• Input data
★ ★ ★

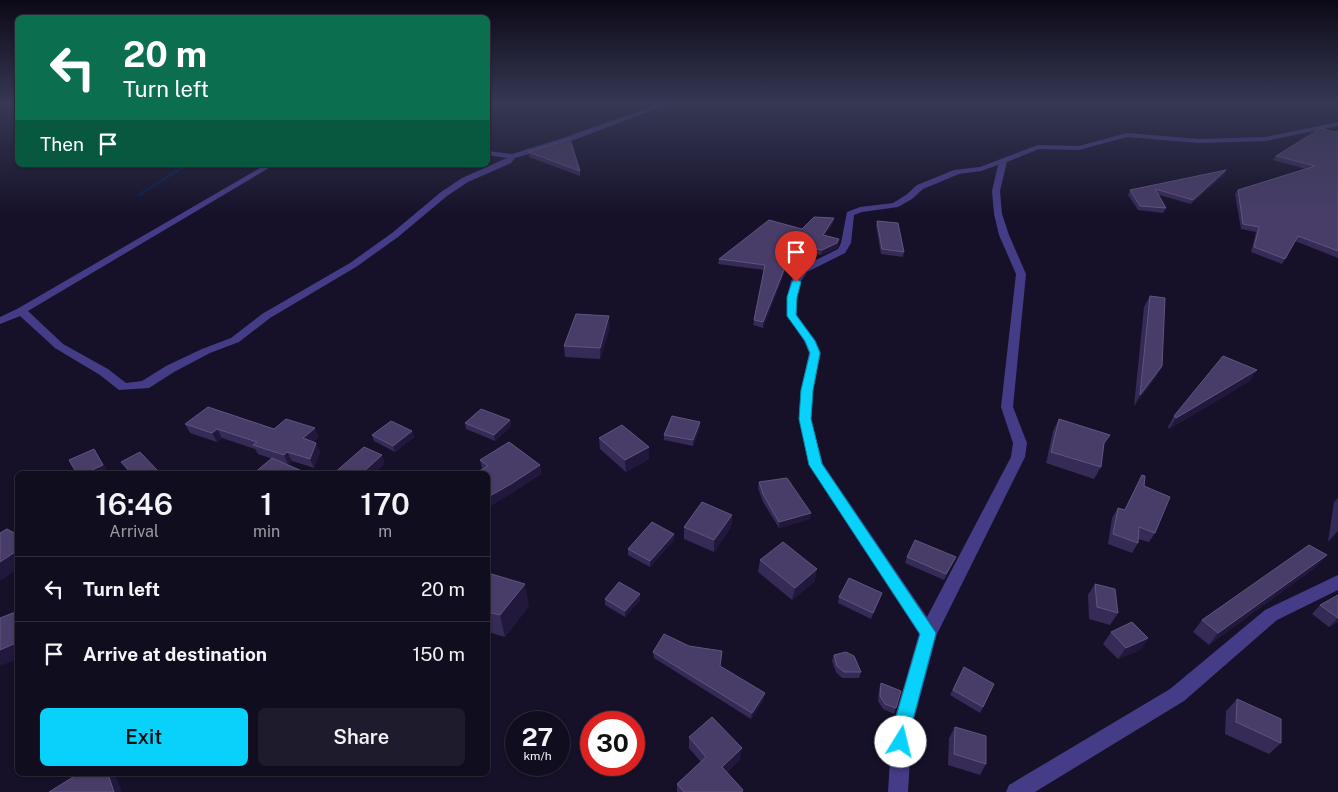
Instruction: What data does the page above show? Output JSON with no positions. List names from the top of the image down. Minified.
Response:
{"page":{"turn":["20 m","Turn left"],"then":"Then","eta":["16:46","Arrival","1","min","170","m"],"list":[{"name":"Turn left","value":"20 m"},{"name":"Arrive at destination","value":"150 m"}],"buttons":["Exit","Share"],"speed":"27 km/h","limit":"30"}}
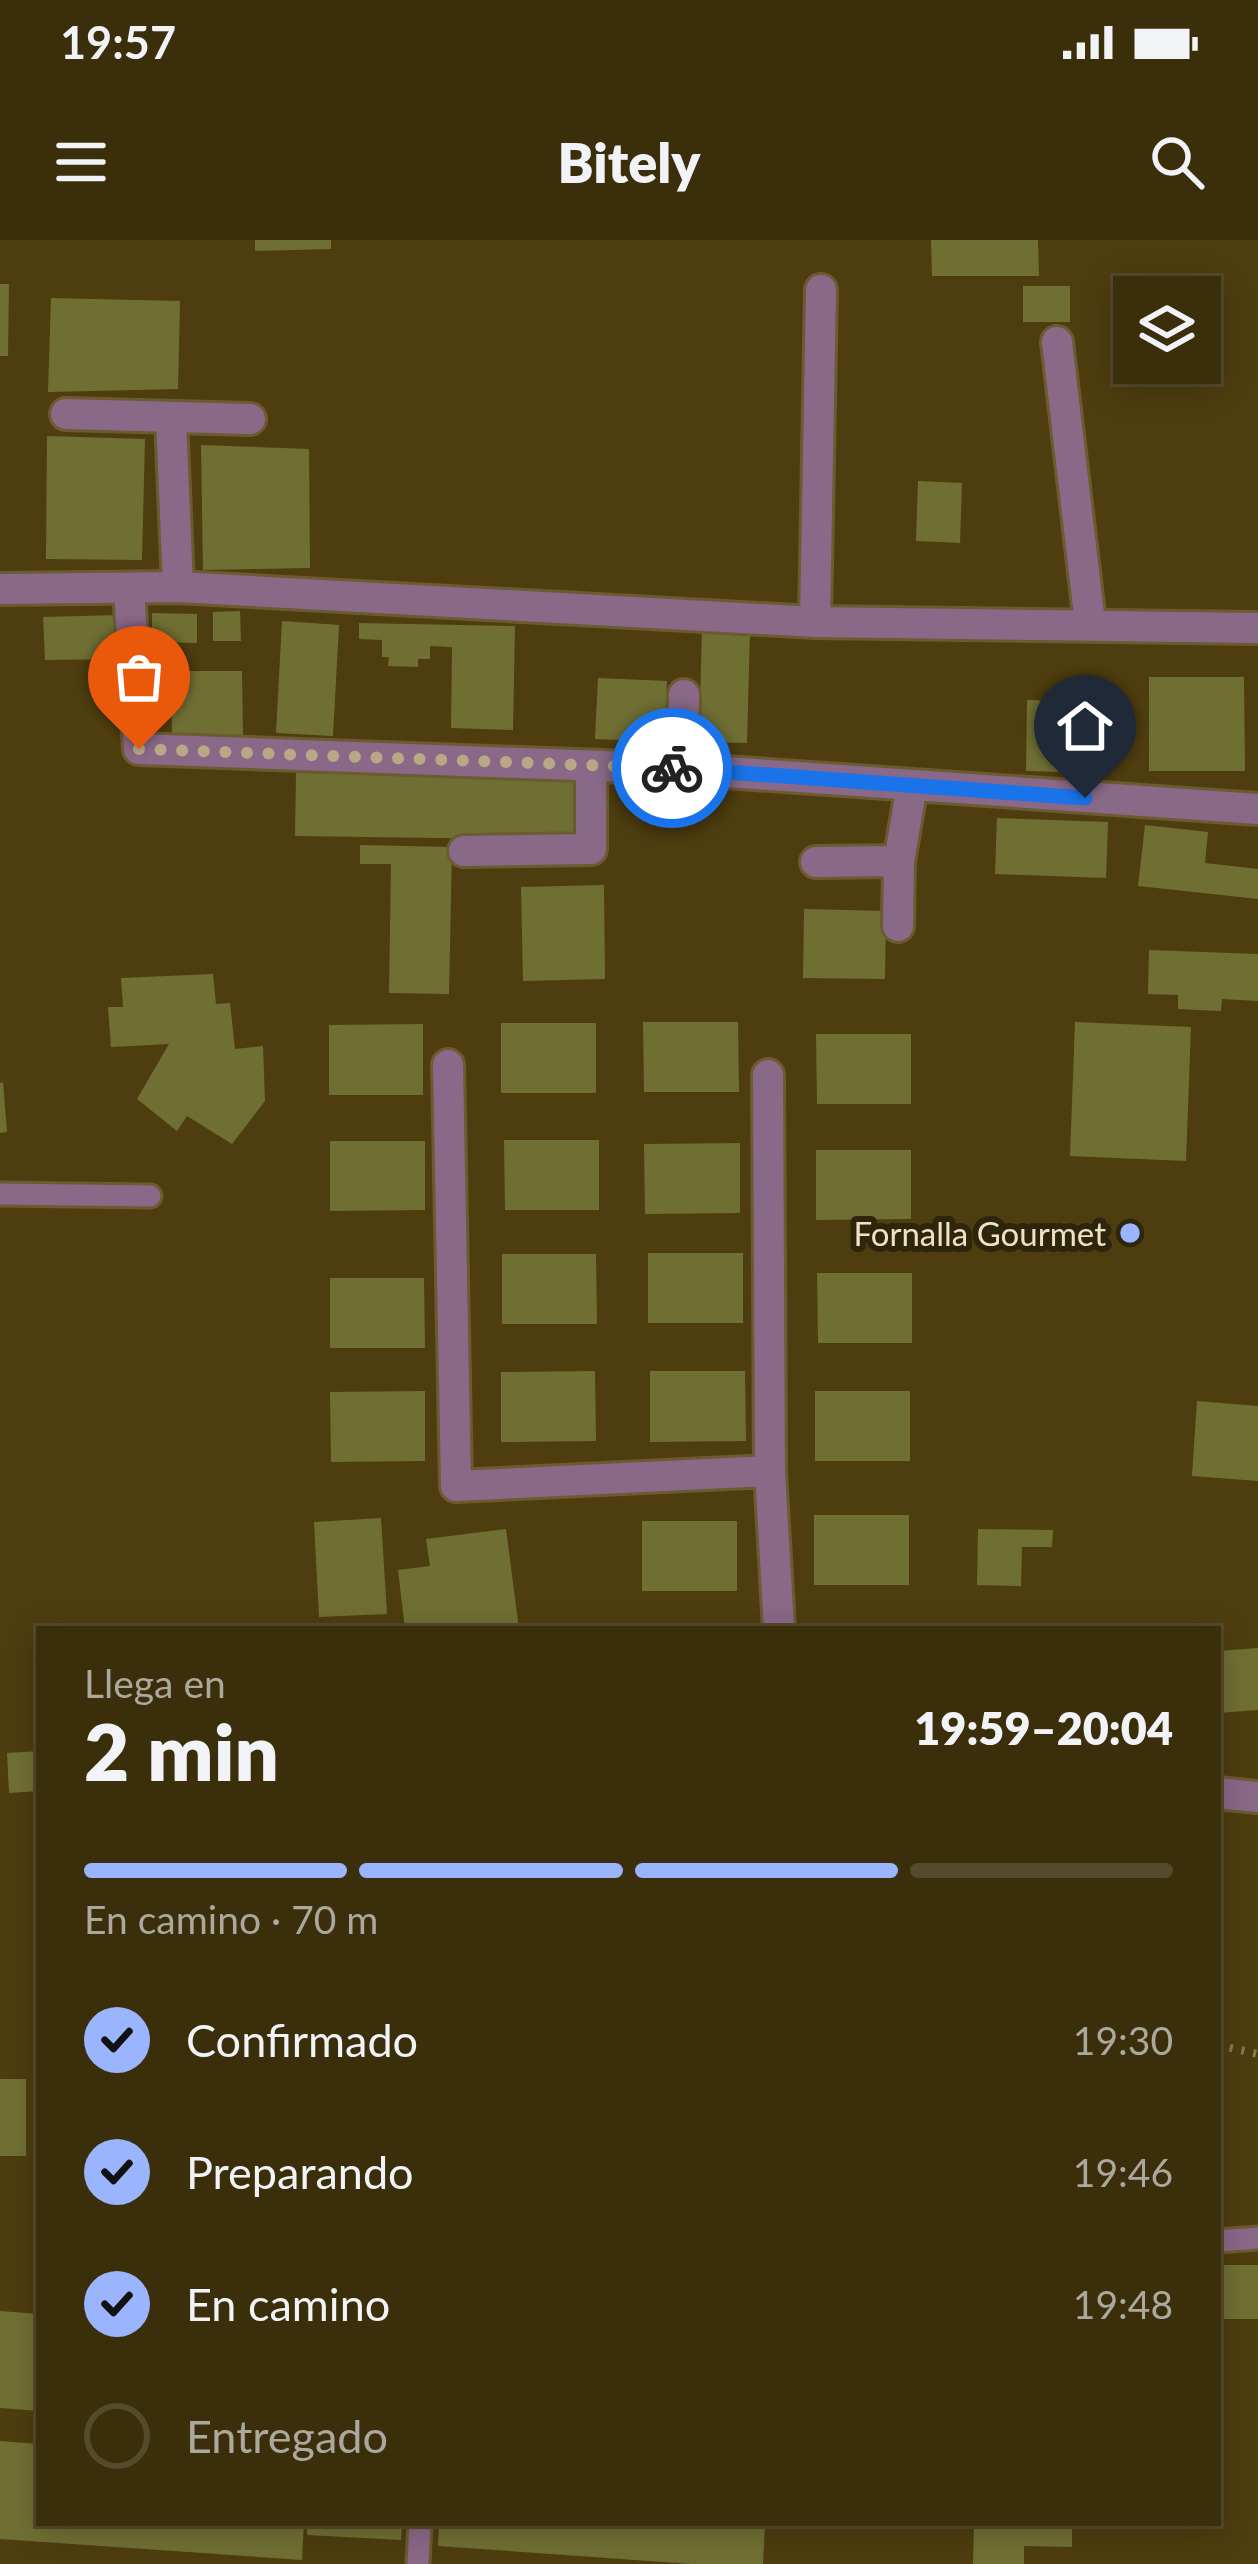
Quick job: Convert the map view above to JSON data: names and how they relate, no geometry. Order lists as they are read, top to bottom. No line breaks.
{"places":["Fornalla Gourmet"],"page":{"status":"19:57","header":"Bitely","heading":["2 min","Llega en","19:59–20:04"],"bar":"En camino · 70 m","list":[["Confirmado","19:30"],["Preparando","19:46"],["En camino","19:48"],"Entregado"]}}
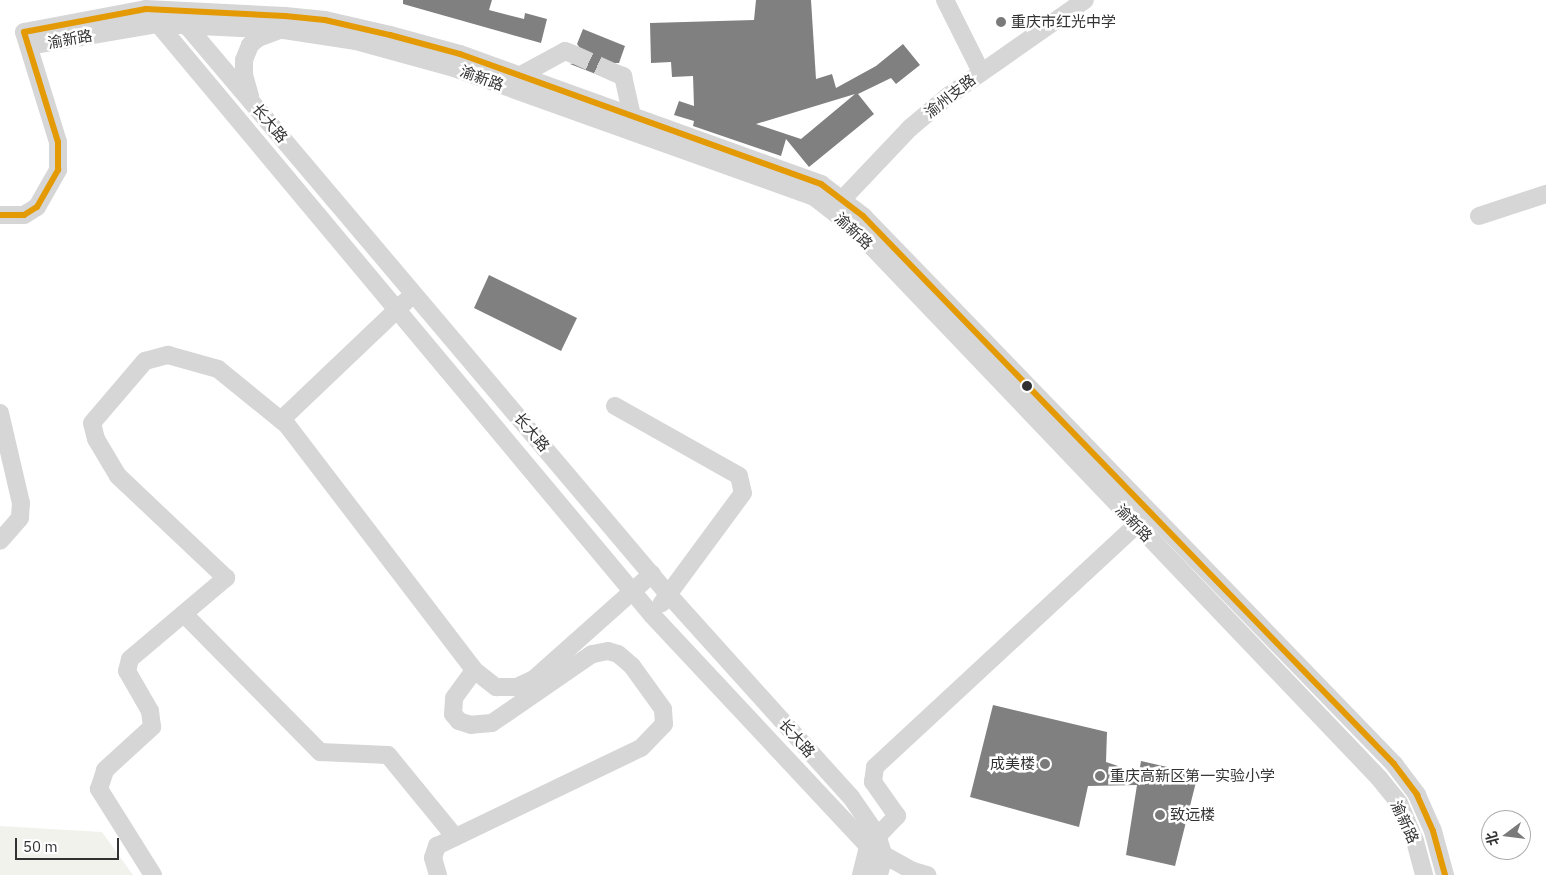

★ ★ ★

The reply should repeat the listing above exactly and contain no pictures.

• Final answer
Instruction: What data does the page above show? Output JSON with no positions. List names from the top of the image down. Minified.
Response:
{"page":{"turn":["20 m","Turn left"],"then":"Then","eta":["16:46","Arrival","1","min","170","m"],"list":[{"name":"Turn left","value":"20 m"},{"name":"Arrive at destination","value":"150 m"}],"buttons":["Exit","Share"],"speed":"27 km/h","limit":"30"}}
Quick job: Convert the map view above to JSON data: names and how they relate, no geometry. Order lists as they are read, top to bottom. No line breaks.
{"places":["Fornalla Gourmet"],"page":{"status":"19:57","header":"Bitely","heading":["2 min","Llega en","19:59–20:04"],"bar":"En camino · 70 m","list":[["Confirmado","19:30"],["Preparando","19:46"],["En camino","19:48"],"Entregado"]}}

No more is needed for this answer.